◆ **Task objective**
Look through the data below and extract, unchanged, the lines from the one that contains "position:relative; width:2070px; height:1148px;" to the one that contains "height:8px; margin-top:-4px; transform-origin:0;", both included.

Extracted records:
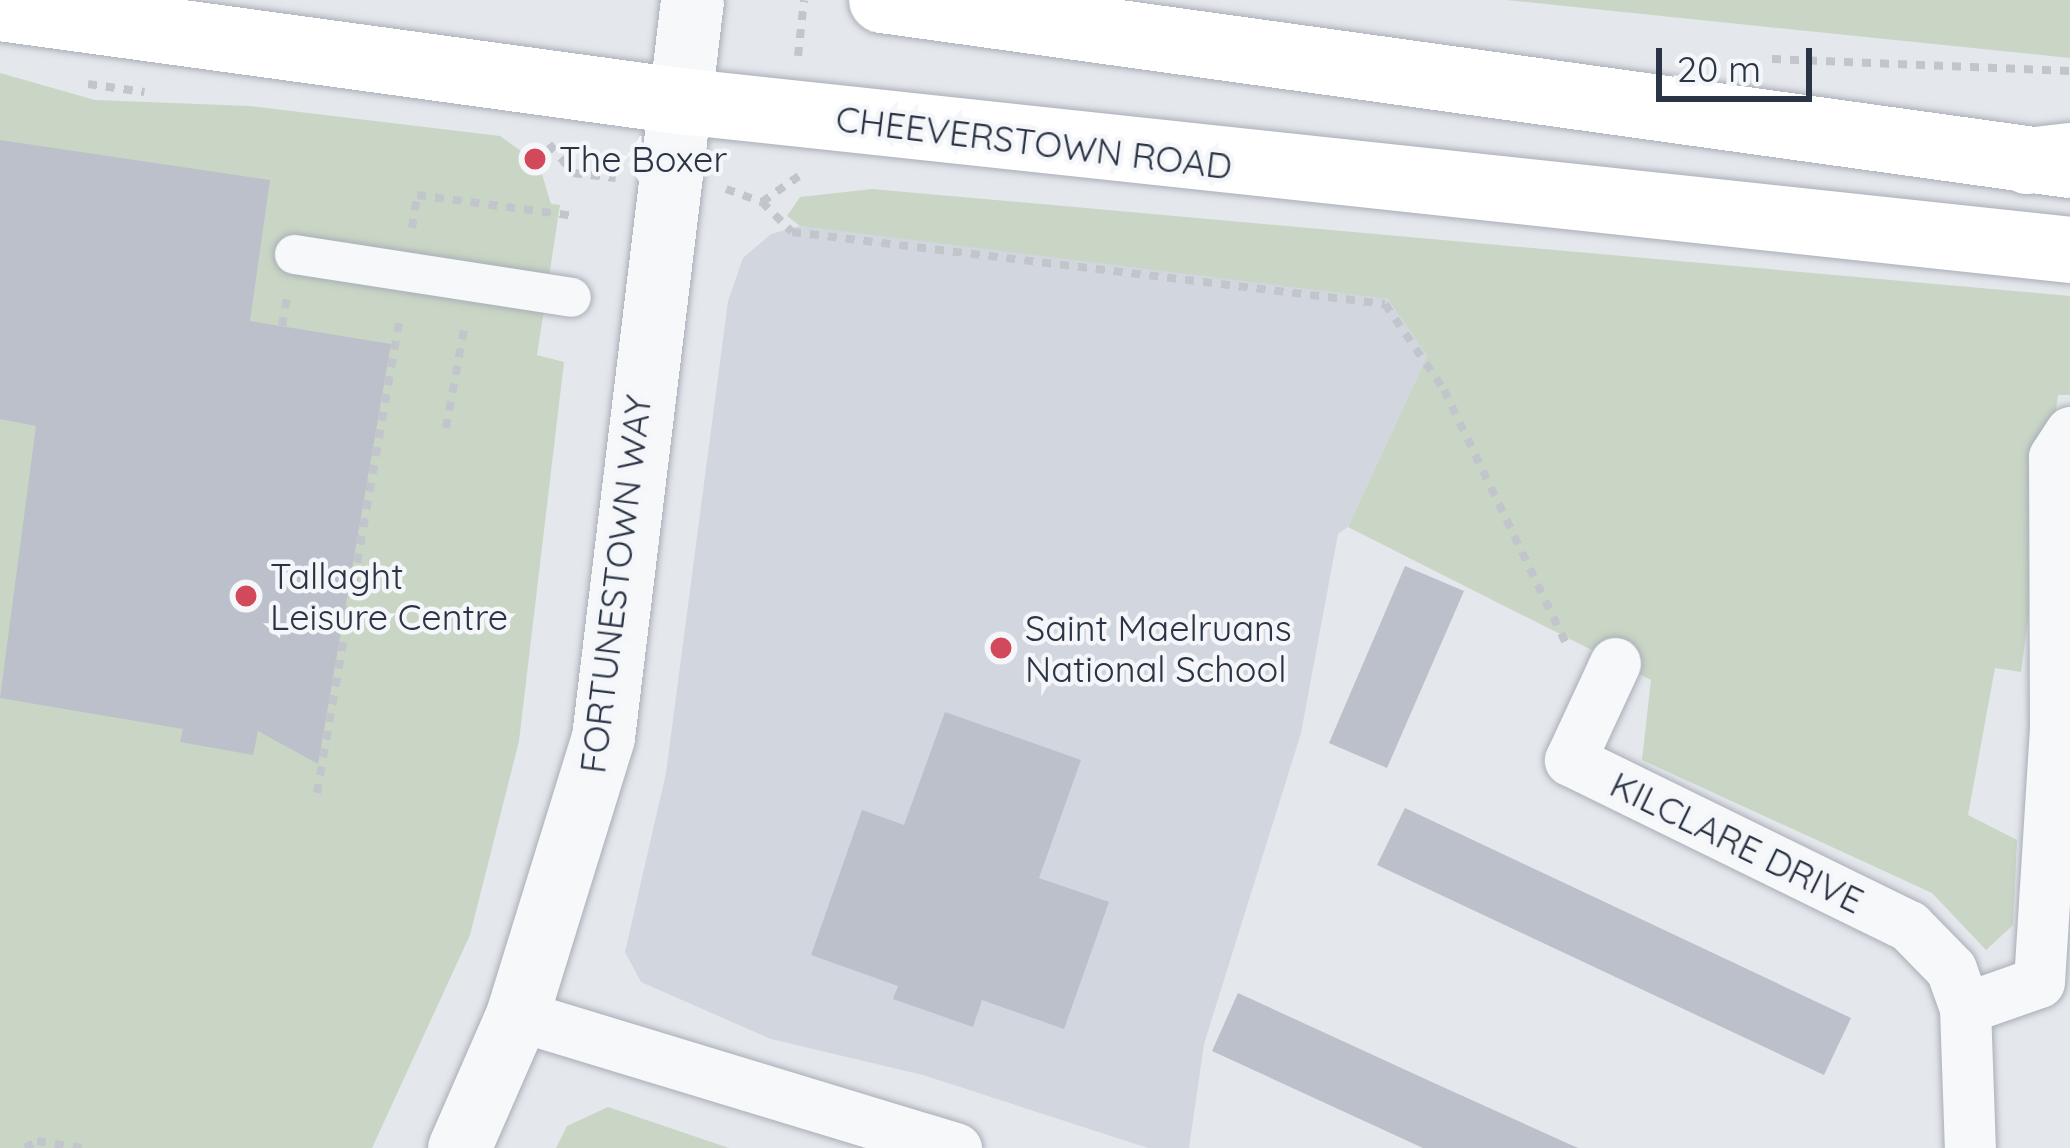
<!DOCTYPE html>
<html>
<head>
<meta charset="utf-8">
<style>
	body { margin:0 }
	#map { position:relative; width:2070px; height:1148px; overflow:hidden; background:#e4e7ec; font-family:Quicksand,sans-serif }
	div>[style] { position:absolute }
	.built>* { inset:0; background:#d2d6de }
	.green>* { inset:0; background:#c9d6c5 }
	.building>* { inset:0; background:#bbc0ca }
	.path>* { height:8px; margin-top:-4px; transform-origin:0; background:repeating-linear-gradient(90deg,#c2c5cb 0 9px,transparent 0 18px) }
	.roads { filter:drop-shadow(0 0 3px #a9aeb7) drop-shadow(0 0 3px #a9aeb7) }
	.pedestrian>* { height:39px; margin:-19.5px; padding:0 19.5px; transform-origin:19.5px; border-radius:19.5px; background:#f7f8fa }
	.minor>* { height:51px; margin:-25.5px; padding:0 25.5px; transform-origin:25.5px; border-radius:25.5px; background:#f7f8fa }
	.tertiary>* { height:63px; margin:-31.5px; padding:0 31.5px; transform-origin:31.5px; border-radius:31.5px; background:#f7f8fa }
	.secondary>* { height:66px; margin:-33px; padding:0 33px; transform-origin:33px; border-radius:33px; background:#fff }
	.primary>* { height:66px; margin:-33px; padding:0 33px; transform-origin:33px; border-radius:33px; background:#fff }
	.dots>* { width:33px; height:33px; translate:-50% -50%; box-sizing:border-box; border:6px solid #f4f6f9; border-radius:50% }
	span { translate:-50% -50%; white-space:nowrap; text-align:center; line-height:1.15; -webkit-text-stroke:9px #f4f6f9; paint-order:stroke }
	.street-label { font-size:36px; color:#2b3445 }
	.poi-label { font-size:36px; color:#2b3445 }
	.left { translate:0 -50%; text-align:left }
	.scale { position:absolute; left:1656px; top:48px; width:156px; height:54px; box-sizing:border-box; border:6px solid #2b3445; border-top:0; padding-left:15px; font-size:36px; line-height:42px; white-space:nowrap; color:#2b3445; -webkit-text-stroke:9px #f4f6f9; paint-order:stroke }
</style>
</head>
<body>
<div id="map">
	<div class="built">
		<div style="clip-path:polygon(800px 226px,910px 233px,1388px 299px,1427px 356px,1348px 527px,1338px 534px,1301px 733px,1204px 1044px,1189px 1148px,1148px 1148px,923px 1075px,771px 1039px,641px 982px,625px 952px,666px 773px,728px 301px,743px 258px,771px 234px)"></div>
	</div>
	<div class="green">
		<div style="clip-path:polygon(1506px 0,2070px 0,2070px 58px)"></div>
		<div style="clip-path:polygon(0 73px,95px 100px,249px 106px,500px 136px,539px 164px,551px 204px,560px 205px,537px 355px,564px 362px,519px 741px,470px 935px,372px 1148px,0 1148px)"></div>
		<div style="clip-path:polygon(872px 189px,2070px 296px,2070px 395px,2058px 395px,2021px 672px,1995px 668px,1968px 815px,2017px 840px,2013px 925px,1986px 950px,1932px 893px,1642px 760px,1651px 680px,1348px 527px,1427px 356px,1388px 299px,800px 226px,787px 216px,800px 197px)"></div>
		<div style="clip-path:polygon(608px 1107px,729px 1148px,556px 1148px,567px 1126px)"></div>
	</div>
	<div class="building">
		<div style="clip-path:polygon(0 140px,270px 180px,250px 321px,391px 344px,318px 764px,258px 731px,253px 755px,180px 742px,183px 729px,0 698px,36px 426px,0 419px)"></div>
		<div style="clip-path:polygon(1405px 566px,1464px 591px,1387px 768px,1329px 743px)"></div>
		<div style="clip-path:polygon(945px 712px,1081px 760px,1039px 878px,1109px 902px,1064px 1029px,982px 1000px,973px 1027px,893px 999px,898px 986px,811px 955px,862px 810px,904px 825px)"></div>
		<div style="clip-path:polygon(1405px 808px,1851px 1018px,1824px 1075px,1377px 865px)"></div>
		<div style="clip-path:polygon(1238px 993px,1434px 1083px,1578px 1148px,1423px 1148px,1212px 1051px)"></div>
	</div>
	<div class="path">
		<div style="left:798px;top:56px;width:56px;rotate:-83.9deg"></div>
		<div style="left:1772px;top:59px;width:298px;rotate:2.3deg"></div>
		<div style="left:88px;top:84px;width:57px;rotate:8.1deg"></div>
		<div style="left:549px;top:144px;width:38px;rotate:50deg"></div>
		<div style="left:573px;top:173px;width:43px;rotate:6.6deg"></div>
		<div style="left:726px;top:189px;width:38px;rotate:20deg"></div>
		<div style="left:762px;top:202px;width:42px;rotate:45deg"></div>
		<div style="left:792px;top:232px;width:597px;rotate:6.92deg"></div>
		<div style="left:1385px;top:304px;width:104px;rotate:55.5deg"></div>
		<div style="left:1444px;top:390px;width:281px;rotate:64.3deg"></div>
		<div style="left:762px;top:202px;width:45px;rotate:-35.1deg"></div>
		<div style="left:412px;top:228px;width:33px;rotate:-81deg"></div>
		<div style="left:417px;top:195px;width:158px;rotate:7.6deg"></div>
		<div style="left:282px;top:326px;width:28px;rotate:-80deg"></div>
		<div style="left:446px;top:428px;width:107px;rotate:-79.7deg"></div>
		<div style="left:317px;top:793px;width:484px;rotate:-80.1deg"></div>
		<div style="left:25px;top:1148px;width:14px;rotate:-30deg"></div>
		<div style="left:37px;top:1141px;width:45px;rotate:9deg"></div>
	</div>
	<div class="roads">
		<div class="pedestrian">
			<div style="left:294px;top:254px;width:280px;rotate:8.8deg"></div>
		</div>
		<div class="minor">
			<div style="left:1615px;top:663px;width:107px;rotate:114.9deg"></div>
			<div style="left:1570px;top:760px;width:377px;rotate:26.1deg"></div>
			<div style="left:1909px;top:926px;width:60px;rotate:45.7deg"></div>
			<div style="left:1951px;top:969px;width:41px;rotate:70.3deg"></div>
			<div style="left:1965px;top:1008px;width:140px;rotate:88deg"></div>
			<div style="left:1965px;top:1008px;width:78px;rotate:-19.4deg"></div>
			<div style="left:2039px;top:982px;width:255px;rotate:-86.4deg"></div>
			<div style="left:2055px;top:728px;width:271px;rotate:-90.2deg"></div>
			<div style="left:2054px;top:457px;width:30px;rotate:-57deg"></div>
			<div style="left:517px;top:1015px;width:459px;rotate:16.9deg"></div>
		</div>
		<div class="tertiary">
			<div style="left:459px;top:1148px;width:145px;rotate:-66.4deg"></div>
			<div style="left:517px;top:1015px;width:291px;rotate:-72.8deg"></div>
			<div style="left:603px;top:737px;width:742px;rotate:-83.11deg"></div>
		</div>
		<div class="secondary">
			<div style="left:882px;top:0;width:1199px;rotate:7.91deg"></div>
			<div style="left:0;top:8px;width:685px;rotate:7.8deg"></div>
			<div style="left:679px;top:101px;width:1399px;rotate:6.11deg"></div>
		</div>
		<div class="primary">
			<div style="left:2027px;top:161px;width:43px;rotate:-6.6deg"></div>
		</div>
	</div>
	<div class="dots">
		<div style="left:535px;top:159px;background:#d1495b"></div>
		<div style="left:246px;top:596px;background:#d1495b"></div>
		<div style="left:1001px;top:648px;background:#d1495b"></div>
	</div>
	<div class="street-label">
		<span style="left:1034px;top:142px;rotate:7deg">CHEEVERSTOWN ROAD</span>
		<span style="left:615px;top:584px;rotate:-83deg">FORTUNESTOWN WAY</span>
		<span style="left:1737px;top:842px;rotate:26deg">KILCLARE DRIVE</span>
	</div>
	<div class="poi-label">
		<span class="left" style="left:559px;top:159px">The Boxer</span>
		<span class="left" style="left:270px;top:596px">Tallaght<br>Leisure Centre</span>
		<span class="left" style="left:1025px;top:648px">Saint Maelruans<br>National School</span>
	</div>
	<div class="scale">20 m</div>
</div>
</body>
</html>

◆ **Task response**
	#map { position:relative; width:2070px; height:1148px; overflow:hidden; background:#e4e7ec; font-family:Quicksand,sans-serif }
	div>[style] { position:absolute }
	.built>* { inset:0; background:#d2d6de }
	.green>* { inset:0; background:#c9d6c5 }
	.building>* { inset:0; background:#bbc0ca }
	.path>* { height:8px; margin-top:-4px; transform-origin:0; background:repeating-linear-gradient(90deg,#c2c5cb 0 9px,transparent 0 18px) }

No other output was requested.